AEDs, or Automated External Defibrillators, are a crucial piece of equipment for saving someone in the throes of sudden cardiac arrest. An AED is used to match the natural internal electronic signal of the heart, which controls the rate and rhythm of a heartbeat. The AED can then be used to jumpstart this rhythm, bringing blood flow back to the patient.
Despite this, there is a glaring lack of AEDs on any of the upper floors of the residence hall. The only AED in the building is on the second floor, near the lobby. Many of the buildings on campus are similarly built, with multi-floor complexes with many out-of-the-way classrooms and winding staircases.
There is an approximately four minute window in which revival has chances better than four percent, according to the American Heart and Stroke Association. Should an emergency occur that requires an AED occur, there is no guarantee that emergency service could arrive in time due to distance. Heart failure, a problem that afflicts 29% of American young adults, according to the 2015 Statistical Fact Sheet released by the American Heart and Stroke Association.

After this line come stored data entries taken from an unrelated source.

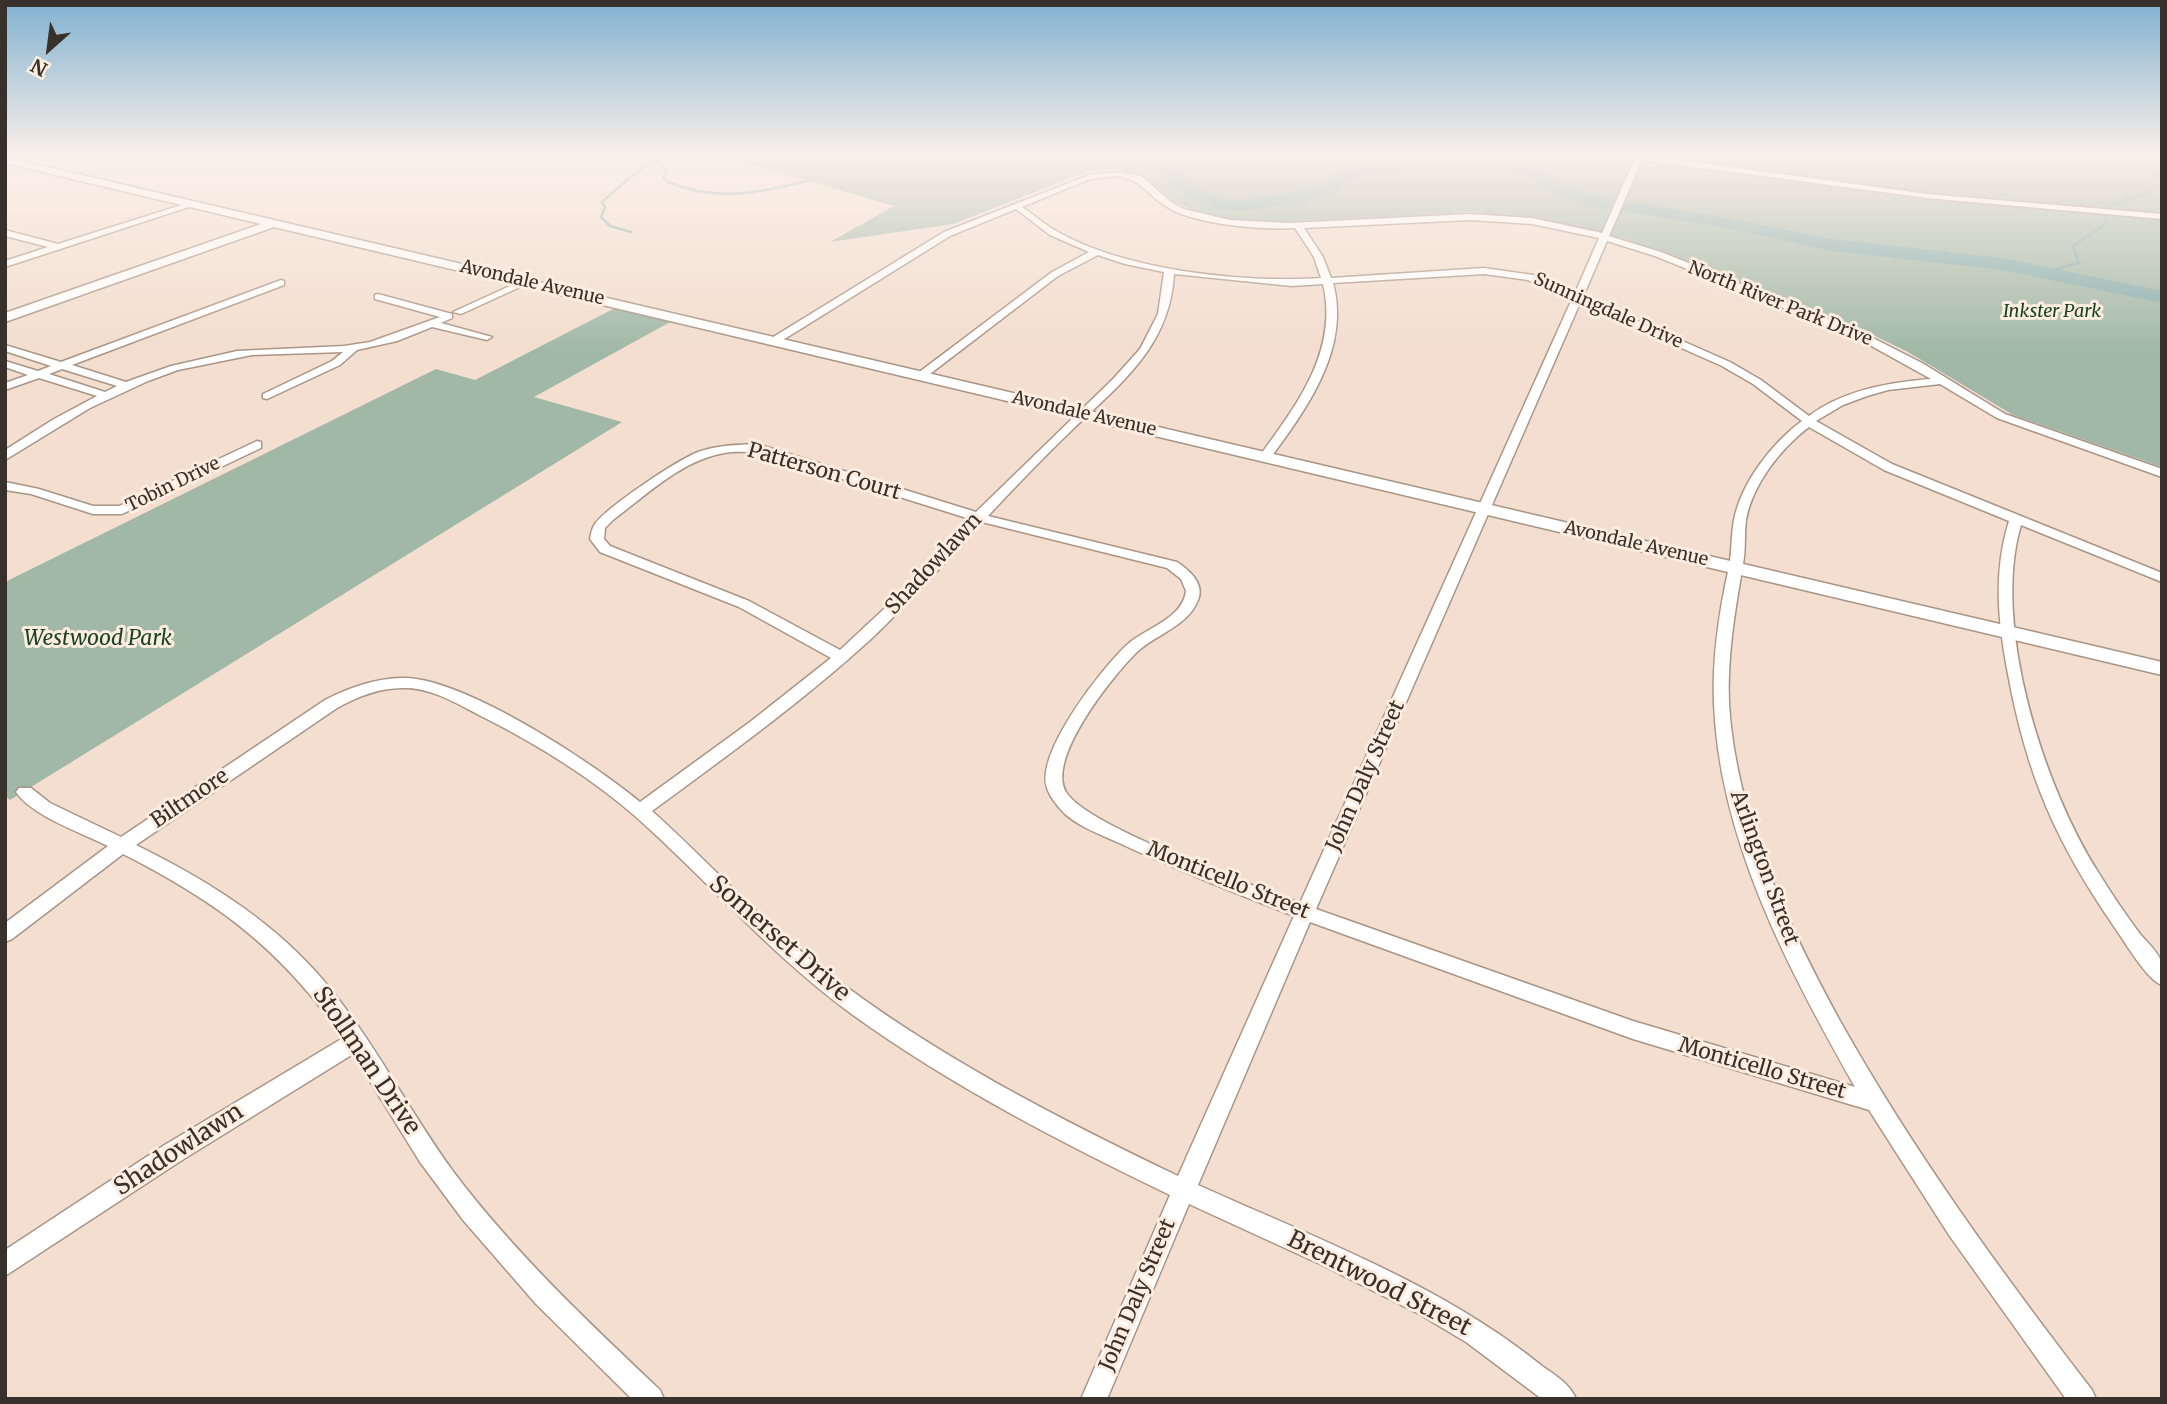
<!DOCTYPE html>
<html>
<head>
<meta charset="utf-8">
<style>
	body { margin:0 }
	#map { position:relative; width:2167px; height:1404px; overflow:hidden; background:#f3decf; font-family:Merriweather,serif }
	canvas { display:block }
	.frame { position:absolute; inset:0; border:7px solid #38302a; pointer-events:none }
	.north { position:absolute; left:14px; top:14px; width:70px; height:70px; -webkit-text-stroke:5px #fdece0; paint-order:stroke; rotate:208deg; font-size:19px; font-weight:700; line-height:28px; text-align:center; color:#38302a }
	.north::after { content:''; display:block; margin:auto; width:24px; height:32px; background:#38302a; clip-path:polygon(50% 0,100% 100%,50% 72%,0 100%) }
</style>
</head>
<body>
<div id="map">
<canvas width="2167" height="1404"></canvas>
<div class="frame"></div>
<div class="north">N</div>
</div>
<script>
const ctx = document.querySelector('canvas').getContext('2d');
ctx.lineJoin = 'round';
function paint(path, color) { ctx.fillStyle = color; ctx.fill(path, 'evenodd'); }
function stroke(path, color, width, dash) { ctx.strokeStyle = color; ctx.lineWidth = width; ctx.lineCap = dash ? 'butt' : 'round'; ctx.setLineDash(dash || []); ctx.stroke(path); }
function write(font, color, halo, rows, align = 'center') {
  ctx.font = font + ' Merriweather,serif'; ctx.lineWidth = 6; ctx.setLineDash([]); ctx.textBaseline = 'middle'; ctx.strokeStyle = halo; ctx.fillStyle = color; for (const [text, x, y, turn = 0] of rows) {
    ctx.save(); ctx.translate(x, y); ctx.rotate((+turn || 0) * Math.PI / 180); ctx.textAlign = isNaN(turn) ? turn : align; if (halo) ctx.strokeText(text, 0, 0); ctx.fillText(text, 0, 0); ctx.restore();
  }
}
paint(new Path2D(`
	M715 154H2162V467L2013 415 1908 352 1871 334 1626 239 1564 224 1475 212 1267 223 1229 219 1195 211 1173 201 1147 179 1134 174 1115 169 1084 173 953 224 830 242 894 206Z
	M615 308 672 321 534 397 622 422 10 800 5 796V582L436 369 475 380Z`), '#a1b8a6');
stroke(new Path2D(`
	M657 161 667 171 663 178 668 182C715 202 759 193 807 181
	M2107 209 2110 205 2145 194 2156 175 2162 171
	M631 232 610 226 601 217 605 207 602 202 629 178 665 154
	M2046 272 2079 263 2073 246 2104 225 2107 219`), '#85acab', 2.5);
paint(new Path2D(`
	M773 154H977L969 159 844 163 781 159Z
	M1147 154H1163L1178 173 1200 190 1221 199 1239 201 1299 192 1323 184 1341 171 1375 163 1453 154 1494 155 1535 167 1566 186 1595 196 1721 217 1832 239 2003 258 2162 291V303L2003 270 1832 251 1721 227 1592 206 1554 194 1523 173 1493 165 1463 163 1375 173 1352 178 1335 192 1302 202 1239 211 1218 209 1188 198 1166 179Z`), '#85acab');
const street = new Path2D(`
	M1637 154 1927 194 2162 214V219L1927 198 1642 160 1609 236 1661 252 1865 334 1922 363 2005 414 2162 469V477L1997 418 1940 384 1888 390 1867 396 1843 405 1816 421 1892 464 2162 573V582L2021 525C1991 624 2044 787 2098 872 2111 893 2125 914 2140 934 2147 942 2160 954 2162 964 2163 970 2162 979 2162 985 2147 980 2125 942 2115 928 2056 842 2027 777 2008 674 1998 622 1993 572 2009 521L1884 470 1809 427C1781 448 1752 485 1746 520 1744 535 1746 549 1743 564 1735 611 1727 656 1729 704 1736 816 1787 924 1840 1021 1913 1151 2001 1272 2092 1390L2096 1399H2066L1949 1235 1869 1110 1633 1039 1310 922 1198 1185C1315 1238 1441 1284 1542 1366 1555 1375 1570 1384 1576 1399H1542L1466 1342 1419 1314 1322 1265 1189 1204 1107 1399H1081L1170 1195C1060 1142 952 1086 853 1015 773 957 709 882 635 816 590 777 538 745 485 718 461 706 435 689 407 688 381 687 358 696 337 708L136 845C203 878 267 917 317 973 371 1034 407 1109 455 1174 515 1253 588 1322 660 1390L664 1399H632L536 1304 463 1220 420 1162 353 1054 179 1162 5 1276V1250L163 1146 343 1038C282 950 218 902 123 854L12 939 5 942V923L108 846C82 833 32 816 16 792L19 788H31L50 803 121 837 325 700C350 687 378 677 407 678 468 681 592 762 640 802L750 722 831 658 739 607 600 552 590 539C591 533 592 528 595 524 608 506 676 461 698 452 717 445 737 445 757 444L976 512 1113 379 1140 349 1158 314 1164 272 1125 264 1098 255 1058 276 926 377H918V373L1052 272 1089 252 1050 235 1016 209 950 236 778 343H770V339L944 232 1089 175 1118 172 1141 176 1172 203 1184 209 1230 220 1290 223 1470 214 1532 218 1602 233ZM1118 176C1145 182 1146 194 1167 207 1196 225 1262 230 1295 228L1314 257 1321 278C1243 283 1127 271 1058 232 1045 225 1034 215 1022 207L1090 179ZM1470 220 1532 224 1599 238 1575 293 1533 275 1484 268 1331 278 1323 257 1304 228ZM1607 241 1655 256 1857 338 1931 379C1890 382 1843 390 1809 416L1761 380 1730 362 1583 297ZM1174 274 1292 286 1323 284C1339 351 1296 406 1259 457L1265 461 1269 460C1306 410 1351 349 1333 283L1484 274 1528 280 1572 299 1300 903C1255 886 1087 827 1066 792 1046 758 1114 674 1138 651 1157 634 1188 626 1198 600 1205 584 1189 570 1177 562L988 516C1015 487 1043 458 1071 431 1120 384 1170 347 1174 274ZM1580 303 1722 366 1753 384 1802 421C1772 443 1741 483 1734 520 1731 535 1732 551 1729 567 1719 612 1712 657 1714 703 1719 840 1789 970 1855 1087L1633 1021 1316 909ZM756 452 970 519 900 594 840 650 749 601 610 546 604 539 605 528 613 520C645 496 682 460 724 453 734 451 746 452 756 452ZM982 522 1167 568 1181 579 1186 591C1183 618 1147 628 1129 643 1103 666 1035 753 1047 788 1050 797 1058 807 1065 814 1080 827 1099 834 1117 842 1175 869 1234 893 1294 916L1178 1176C1055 1117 932 1054 824 970 762 922 710 863 652 811 727 756 802 702 871 639 910 602 946 561 982 522Z
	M191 202 198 204 5 267V261L48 247 5 236V230L58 244Z
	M281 280 284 281V285L72 365 126 382 171 366 237 351 344 346 370 342 440 317 375 299V295L378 294 452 314V318L441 323 492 337 487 340 432 327 397 341 357 350 340 365 267 399 263 398V394L332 361 343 352 252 355 178 370 148 381 90 408 5 460V450L54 419 97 396 39 378 5 390V383L28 375 5 367V361L38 371 51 366 5 351V345L61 362ZM62 369 117 386 105 392 49 374Z
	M523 280 531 282 461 314 453 312Z
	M257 441 261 442V448L122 514H93L31 494 5 490V482L39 489 93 506H119Z`);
const secondary = new Path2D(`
	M5 157 2162 662V675L274 227 5 322V313L261 224 5 163Z`);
stroke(street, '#a99586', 3);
stroke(secondary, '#a99586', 3);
paint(street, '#fff');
paint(secondary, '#fff');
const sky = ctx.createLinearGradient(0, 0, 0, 351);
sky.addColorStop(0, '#80b1d0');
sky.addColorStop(0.44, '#faf0e9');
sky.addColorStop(1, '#faf0e900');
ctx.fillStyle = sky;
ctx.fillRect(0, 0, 2167, 351);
write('18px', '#38302a', '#fdece0', [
	["Avondale Avenue",532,283,13],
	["North River Park Drive",1780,304,22],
	["Sunningdale Drive",1608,311,24],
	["Avondale Avenue",1084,414,13],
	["Tobin Drive",173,485,-26],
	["Avondale Avenue",1636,544,13]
]);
write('italic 18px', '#184425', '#fdece0', [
	["Inkster Park",2052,312]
]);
write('21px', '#38302a', '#fdece0', [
	["Patterson Court",824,472,16],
	["Shadowlawn",934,564,-47],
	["John Daly Street",1366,776,-66],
	["Biltmore",190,799,-34],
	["Arlington Street",1764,868,70],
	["Monticello Street",1228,881,22],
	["Monticello Street",1762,1069,16],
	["John Daly Street",1138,1295,-67]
]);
write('italic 21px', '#184425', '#fdece0', [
	["Westwood Park",98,639]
]);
write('24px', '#38302a', '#fdece0', [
	["Somerset Drive",779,939,41],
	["Stollman Drive",366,1061,56],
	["Shadowlawn",179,1150,-33],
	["Brentwood Street",1379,1284,27]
]);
</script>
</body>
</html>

If a student, or anyone, was to suffer a heart attack or other medical emergency on one of the upper floors, it would take too long to retrieve the AED to save the person’s life.
The COCC standard is one AED per building, according to Jim Bennett, head of campus security.
He stated, “AEDs are an important life-saving tool, that the Public Safety Department has deployed and used. “Having them available in each of our buildings Is an important part of our emergency medical response”.
In addition to one AED per building, all CPS vehicles are equipped with AEDs, and CPS officers are trained in proper usage.
Bennett remarks that the lack of an AED on each floor is not a problem, stating that he has “not heard of any concerns.”
While no medical concerns have yet to be announced, it is possible that limiting the Residence Hall to one AED is a good thing. Irresponsible, inebriated students could see the AEDs as a toy, and abuse them – something that Bennett acknowledges as a risk.
“AEDs are a life-saving tool, while there is always a chance of someone vandalizing the AED, the benefit far outweighs the risk,” says Bennett.